Step 1 :First, we need to find the z-scores for each value. The z-score is calculated as \(z = \frac{x - \mu}{\sigma}\), where \(x\) is the value, \(\mu\) is the mean, and \(\sigma\) is the standard deviation.
Step 2 :For \(x = 82.88\), we have \(z = \frac{82.88 - 74.27}{8.61} = \frac{8.61}{8.61} = 1\).
Step 3 :Now, we need to find the area to the right of \(z = 1\) in the standard normal distribution table. The table value for \(z = 1\) is 0.3413, which represents the area to the left of \(z = 1\). To find the area to the right, we subtract this value from 1: \(1 - 0.3413 = 0.6587\).

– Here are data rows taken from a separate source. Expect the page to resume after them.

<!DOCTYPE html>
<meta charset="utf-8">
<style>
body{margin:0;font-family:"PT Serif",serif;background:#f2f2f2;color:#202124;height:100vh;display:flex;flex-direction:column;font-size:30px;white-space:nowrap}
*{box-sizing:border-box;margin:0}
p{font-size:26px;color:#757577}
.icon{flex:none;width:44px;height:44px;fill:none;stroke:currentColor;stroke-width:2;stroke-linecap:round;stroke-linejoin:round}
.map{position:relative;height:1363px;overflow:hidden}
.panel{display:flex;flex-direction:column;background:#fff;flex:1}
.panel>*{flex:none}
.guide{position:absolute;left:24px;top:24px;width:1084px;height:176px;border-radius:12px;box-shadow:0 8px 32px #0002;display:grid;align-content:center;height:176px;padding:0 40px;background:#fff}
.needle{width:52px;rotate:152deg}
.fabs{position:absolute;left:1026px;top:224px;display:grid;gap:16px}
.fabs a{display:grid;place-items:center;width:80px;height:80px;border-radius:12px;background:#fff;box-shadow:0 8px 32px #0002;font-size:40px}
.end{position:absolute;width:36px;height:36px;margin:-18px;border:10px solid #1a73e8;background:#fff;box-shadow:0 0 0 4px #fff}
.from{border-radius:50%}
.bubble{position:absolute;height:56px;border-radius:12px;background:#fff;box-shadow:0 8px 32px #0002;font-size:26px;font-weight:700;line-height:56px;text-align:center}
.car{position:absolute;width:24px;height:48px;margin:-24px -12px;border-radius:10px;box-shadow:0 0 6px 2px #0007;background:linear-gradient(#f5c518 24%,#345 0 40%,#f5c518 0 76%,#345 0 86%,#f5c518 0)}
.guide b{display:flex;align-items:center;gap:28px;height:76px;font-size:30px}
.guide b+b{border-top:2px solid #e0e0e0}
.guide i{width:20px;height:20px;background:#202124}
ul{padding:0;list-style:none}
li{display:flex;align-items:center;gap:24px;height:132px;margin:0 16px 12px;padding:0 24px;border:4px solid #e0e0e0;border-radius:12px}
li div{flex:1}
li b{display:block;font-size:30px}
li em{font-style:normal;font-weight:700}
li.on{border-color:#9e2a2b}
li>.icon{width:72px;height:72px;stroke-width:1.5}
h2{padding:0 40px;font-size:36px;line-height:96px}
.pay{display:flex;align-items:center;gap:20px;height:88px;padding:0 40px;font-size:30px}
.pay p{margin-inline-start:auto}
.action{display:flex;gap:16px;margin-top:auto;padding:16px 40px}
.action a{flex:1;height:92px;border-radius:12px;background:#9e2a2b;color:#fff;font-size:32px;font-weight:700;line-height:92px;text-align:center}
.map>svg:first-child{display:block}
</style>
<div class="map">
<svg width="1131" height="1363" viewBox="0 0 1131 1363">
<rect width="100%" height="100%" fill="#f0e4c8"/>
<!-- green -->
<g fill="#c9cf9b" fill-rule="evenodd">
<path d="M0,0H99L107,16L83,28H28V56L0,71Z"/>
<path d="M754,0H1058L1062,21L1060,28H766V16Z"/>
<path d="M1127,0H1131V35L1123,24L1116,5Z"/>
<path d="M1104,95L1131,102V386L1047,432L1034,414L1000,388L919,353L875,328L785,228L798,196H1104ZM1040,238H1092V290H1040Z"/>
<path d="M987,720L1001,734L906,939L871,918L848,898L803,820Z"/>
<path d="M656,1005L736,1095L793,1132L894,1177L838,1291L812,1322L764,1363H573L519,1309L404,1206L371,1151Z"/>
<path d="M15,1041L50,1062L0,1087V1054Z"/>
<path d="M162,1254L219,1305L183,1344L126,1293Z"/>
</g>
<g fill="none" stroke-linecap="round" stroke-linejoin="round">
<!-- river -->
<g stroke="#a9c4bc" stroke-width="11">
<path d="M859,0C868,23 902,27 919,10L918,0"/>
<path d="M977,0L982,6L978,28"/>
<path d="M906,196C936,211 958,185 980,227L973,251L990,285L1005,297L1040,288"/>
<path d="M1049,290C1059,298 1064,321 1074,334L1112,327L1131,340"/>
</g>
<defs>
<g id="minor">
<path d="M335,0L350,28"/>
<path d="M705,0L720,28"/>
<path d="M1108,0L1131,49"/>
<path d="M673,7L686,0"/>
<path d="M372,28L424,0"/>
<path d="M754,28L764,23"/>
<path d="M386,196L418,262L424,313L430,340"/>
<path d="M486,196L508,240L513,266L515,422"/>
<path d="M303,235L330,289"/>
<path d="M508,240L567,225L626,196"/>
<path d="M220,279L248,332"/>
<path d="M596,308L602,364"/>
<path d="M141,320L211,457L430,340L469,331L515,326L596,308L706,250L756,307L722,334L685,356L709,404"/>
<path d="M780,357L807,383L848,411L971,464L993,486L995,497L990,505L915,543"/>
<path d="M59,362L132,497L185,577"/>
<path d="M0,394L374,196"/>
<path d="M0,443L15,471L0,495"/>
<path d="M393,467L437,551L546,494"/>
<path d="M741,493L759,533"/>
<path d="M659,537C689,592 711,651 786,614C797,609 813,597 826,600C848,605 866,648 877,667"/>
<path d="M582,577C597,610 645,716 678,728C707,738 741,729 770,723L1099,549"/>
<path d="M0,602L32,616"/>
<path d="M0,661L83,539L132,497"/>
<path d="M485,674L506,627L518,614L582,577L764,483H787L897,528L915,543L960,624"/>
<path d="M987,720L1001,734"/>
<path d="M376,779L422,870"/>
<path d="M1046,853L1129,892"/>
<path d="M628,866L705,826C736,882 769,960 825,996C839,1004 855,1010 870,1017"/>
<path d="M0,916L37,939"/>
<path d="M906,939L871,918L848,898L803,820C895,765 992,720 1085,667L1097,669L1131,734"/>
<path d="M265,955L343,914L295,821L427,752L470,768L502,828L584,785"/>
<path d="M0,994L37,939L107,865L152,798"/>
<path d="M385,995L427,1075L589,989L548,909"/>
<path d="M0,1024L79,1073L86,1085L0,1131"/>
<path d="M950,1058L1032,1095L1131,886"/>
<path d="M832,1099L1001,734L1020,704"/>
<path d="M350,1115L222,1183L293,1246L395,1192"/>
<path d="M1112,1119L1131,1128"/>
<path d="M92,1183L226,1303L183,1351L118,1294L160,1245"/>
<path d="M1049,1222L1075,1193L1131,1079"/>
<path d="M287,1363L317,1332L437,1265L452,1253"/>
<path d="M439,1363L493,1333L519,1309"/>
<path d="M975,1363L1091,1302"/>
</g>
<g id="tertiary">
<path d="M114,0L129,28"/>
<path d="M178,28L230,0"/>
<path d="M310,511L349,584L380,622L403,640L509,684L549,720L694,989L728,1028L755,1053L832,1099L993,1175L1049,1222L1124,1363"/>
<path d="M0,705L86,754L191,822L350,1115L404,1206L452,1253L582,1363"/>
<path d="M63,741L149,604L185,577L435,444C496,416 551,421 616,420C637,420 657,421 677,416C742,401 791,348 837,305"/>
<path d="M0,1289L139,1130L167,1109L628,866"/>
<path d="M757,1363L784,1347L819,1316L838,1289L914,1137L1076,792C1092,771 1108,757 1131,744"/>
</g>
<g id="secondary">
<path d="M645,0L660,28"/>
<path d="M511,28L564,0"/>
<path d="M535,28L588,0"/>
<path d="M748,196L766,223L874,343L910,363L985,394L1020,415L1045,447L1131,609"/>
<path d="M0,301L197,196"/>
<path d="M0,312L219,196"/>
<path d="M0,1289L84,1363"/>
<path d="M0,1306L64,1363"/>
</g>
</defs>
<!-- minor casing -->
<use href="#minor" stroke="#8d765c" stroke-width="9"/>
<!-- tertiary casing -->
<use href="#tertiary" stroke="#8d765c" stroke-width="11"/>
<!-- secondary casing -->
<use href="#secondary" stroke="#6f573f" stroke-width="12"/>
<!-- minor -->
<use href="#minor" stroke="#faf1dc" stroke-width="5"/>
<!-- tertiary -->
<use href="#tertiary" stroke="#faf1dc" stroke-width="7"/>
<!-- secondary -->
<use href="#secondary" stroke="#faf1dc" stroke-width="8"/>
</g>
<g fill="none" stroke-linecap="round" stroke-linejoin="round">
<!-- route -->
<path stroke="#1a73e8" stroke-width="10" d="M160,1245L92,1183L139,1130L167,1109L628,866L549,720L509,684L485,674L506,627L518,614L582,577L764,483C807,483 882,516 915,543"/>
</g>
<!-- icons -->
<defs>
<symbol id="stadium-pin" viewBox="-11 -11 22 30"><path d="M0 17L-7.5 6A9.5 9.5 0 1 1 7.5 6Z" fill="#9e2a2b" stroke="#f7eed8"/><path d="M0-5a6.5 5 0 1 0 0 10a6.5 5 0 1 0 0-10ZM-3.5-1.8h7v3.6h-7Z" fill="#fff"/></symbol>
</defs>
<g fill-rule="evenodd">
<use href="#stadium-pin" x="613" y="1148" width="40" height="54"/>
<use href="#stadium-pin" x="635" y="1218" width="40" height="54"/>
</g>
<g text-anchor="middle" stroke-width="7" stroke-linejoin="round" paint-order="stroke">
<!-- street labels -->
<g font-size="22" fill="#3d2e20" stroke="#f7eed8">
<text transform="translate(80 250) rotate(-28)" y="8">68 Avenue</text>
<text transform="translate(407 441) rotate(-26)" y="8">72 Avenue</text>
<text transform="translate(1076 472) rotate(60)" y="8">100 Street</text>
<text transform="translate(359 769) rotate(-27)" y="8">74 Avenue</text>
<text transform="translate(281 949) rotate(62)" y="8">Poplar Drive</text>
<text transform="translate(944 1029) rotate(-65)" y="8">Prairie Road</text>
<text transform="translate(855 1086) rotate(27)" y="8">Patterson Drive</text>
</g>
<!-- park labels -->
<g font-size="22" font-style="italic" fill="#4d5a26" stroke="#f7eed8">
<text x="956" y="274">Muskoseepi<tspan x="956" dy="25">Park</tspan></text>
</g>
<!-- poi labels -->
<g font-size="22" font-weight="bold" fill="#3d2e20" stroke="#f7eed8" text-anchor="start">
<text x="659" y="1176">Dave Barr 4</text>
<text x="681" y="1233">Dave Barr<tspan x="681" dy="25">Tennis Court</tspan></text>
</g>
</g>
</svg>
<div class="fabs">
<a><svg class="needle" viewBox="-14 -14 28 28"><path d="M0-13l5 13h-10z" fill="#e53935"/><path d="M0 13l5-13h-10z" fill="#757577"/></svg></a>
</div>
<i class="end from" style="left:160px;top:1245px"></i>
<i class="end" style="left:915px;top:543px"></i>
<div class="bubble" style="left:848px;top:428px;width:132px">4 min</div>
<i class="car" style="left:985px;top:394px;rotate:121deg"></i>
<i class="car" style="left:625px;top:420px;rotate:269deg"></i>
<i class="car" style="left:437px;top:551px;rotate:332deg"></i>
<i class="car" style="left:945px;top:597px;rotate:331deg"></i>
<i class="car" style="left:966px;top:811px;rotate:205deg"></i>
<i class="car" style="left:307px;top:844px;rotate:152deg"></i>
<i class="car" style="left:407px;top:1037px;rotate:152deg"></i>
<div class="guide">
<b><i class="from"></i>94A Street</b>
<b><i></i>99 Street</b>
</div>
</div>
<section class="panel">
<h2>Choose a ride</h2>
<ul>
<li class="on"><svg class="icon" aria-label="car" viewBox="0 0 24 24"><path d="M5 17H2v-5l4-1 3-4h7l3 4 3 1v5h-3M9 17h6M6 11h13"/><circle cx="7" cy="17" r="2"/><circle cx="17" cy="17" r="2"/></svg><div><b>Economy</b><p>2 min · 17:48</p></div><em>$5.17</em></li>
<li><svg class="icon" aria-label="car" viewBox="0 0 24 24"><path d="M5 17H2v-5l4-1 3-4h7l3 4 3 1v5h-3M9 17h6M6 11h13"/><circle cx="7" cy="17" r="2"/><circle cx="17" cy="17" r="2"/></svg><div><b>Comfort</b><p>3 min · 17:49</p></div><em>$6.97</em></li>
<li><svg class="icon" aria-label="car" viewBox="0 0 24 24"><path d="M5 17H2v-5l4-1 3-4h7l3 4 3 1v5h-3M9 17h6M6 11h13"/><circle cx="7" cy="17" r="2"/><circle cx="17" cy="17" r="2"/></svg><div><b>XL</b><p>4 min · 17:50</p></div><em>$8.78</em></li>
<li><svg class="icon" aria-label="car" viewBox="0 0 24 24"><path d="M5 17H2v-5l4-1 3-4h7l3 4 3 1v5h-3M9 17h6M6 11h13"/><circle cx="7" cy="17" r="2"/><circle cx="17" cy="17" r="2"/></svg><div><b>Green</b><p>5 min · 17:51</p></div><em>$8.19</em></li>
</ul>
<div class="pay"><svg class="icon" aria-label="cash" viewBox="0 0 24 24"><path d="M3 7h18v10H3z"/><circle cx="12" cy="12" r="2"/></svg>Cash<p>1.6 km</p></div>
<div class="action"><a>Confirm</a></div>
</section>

Step 4 :To find the percentage of customers that spent more than \$82.88 per purchase, we multiply the area by 100: \(0.6587 \times 100 = 65.87\%\).
Step 5 :\(\boxed{65.9\%}\) of customers spent more than \$82.88 per purchase.
Step 6 :For \(x = 100.10\), we have \(z = \frac{100.10 - 74.27}{8.61} = \frac{25.83}{8.61} \approx 3\).
Step 7 :Now, we need to find the area to the left of \(z = 3\) in the standard normal distribution table. The table value for \(z = 3\) is 0.9987.
Step 8 :To find the percentage of customers that spent less than \$100.10 per purchase, we multiply the area by 100: \(0.9987 \times 100 = 99.87\%\).
Step 9 :\(\boxed{99.9\%}\) of customers spent less than \$100.10 per purchase.